→ **What is needed**: Each line that contains the word "stream" is to be copied from the records below.

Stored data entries
****************
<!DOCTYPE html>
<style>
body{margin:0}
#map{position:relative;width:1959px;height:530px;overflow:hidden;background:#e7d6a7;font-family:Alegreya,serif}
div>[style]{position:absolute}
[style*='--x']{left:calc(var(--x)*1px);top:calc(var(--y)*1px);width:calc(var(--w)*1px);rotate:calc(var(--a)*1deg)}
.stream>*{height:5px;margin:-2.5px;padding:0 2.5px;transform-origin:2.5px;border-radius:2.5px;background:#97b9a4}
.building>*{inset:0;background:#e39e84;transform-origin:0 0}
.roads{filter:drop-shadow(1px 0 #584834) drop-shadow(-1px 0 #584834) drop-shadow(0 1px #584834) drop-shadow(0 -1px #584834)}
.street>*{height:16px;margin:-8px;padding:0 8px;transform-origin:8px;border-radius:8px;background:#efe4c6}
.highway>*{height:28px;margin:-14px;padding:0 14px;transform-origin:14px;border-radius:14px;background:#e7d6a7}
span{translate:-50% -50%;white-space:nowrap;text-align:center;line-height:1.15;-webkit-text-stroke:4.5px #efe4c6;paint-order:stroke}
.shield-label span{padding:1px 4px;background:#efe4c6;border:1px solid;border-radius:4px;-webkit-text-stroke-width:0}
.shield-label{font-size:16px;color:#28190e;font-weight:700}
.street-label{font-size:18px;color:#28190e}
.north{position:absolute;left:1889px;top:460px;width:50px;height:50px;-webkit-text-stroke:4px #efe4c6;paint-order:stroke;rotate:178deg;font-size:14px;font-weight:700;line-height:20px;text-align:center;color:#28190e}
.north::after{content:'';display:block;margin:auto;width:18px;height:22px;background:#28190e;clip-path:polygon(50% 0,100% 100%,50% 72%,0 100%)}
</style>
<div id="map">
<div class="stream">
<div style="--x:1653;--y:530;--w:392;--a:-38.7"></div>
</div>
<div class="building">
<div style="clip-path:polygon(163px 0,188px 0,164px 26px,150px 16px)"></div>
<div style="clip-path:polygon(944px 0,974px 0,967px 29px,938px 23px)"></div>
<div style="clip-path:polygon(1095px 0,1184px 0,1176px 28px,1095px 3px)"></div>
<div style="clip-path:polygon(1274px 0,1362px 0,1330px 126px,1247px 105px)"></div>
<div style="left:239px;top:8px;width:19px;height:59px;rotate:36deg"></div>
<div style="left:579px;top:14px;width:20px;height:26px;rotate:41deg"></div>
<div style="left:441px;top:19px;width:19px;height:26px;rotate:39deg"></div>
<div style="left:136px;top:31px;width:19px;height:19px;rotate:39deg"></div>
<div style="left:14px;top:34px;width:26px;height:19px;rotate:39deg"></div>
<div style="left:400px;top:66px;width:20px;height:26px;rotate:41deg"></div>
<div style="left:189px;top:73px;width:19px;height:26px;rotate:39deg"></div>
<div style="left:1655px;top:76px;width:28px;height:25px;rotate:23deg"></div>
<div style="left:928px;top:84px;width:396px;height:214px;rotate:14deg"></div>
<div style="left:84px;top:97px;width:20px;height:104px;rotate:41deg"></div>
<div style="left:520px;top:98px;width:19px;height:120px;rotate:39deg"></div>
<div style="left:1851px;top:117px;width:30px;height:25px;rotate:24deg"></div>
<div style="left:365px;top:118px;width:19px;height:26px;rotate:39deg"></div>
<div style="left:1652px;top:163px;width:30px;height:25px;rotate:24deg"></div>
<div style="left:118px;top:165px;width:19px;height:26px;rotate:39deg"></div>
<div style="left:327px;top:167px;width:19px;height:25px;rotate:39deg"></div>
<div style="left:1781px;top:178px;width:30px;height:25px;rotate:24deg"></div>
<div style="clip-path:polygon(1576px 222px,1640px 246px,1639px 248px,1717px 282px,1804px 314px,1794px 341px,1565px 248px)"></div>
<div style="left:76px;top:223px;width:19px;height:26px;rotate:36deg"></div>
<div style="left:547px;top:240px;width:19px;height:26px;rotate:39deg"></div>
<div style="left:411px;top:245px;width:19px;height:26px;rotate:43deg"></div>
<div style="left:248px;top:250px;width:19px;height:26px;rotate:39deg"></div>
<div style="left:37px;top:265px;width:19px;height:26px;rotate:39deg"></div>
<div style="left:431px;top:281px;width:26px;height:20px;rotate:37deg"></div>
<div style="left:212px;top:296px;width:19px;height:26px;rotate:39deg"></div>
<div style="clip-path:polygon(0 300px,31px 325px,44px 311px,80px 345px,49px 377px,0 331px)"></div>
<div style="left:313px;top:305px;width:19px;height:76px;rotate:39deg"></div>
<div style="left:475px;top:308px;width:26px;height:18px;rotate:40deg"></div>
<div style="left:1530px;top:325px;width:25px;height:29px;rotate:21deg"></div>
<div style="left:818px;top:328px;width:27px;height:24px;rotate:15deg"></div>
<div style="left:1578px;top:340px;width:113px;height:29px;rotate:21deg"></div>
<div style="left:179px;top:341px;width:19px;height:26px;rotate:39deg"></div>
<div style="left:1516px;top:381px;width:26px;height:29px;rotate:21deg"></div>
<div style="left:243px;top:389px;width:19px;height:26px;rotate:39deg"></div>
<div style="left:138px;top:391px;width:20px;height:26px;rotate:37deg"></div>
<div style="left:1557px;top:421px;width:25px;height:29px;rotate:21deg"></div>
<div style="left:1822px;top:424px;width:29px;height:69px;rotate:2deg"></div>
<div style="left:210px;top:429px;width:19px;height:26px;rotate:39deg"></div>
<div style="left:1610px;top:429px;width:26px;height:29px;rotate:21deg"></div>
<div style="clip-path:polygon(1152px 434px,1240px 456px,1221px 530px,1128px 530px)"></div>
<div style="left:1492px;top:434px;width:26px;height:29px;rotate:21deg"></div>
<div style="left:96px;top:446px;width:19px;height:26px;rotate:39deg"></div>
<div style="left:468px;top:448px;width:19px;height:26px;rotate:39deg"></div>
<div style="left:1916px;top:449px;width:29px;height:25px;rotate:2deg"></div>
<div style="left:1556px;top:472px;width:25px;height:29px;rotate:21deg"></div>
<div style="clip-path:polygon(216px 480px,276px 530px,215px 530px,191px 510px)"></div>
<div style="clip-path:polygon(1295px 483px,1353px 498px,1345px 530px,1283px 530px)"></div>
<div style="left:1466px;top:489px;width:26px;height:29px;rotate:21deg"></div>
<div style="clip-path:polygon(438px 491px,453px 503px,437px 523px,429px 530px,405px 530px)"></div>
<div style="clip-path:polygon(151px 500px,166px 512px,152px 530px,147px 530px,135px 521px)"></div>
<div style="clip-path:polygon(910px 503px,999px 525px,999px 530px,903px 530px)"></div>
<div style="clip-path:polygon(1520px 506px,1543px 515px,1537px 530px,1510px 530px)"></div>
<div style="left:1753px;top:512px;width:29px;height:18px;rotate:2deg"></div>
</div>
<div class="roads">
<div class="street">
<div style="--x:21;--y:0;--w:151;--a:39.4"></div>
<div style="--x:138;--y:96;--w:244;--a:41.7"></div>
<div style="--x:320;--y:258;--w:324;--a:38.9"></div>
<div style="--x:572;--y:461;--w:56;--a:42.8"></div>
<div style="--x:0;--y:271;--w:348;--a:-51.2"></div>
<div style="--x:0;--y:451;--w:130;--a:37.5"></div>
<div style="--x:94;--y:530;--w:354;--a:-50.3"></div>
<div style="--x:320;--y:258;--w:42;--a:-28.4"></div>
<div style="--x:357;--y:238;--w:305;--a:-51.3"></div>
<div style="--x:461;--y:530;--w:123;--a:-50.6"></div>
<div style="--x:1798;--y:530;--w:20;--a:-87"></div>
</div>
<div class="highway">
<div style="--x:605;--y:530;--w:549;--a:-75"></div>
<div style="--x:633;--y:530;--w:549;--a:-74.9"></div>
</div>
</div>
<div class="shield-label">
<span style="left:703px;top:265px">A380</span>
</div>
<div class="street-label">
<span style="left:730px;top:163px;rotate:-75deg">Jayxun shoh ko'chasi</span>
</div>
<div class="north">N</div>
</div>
****************
→ **Task solution**:
.stream>*{height:5px;margin:-2.5px;padding:0 2.5px;transform-origin:2.5px;border-radius:2.5px;background:#97b9a4}
<div class="stream">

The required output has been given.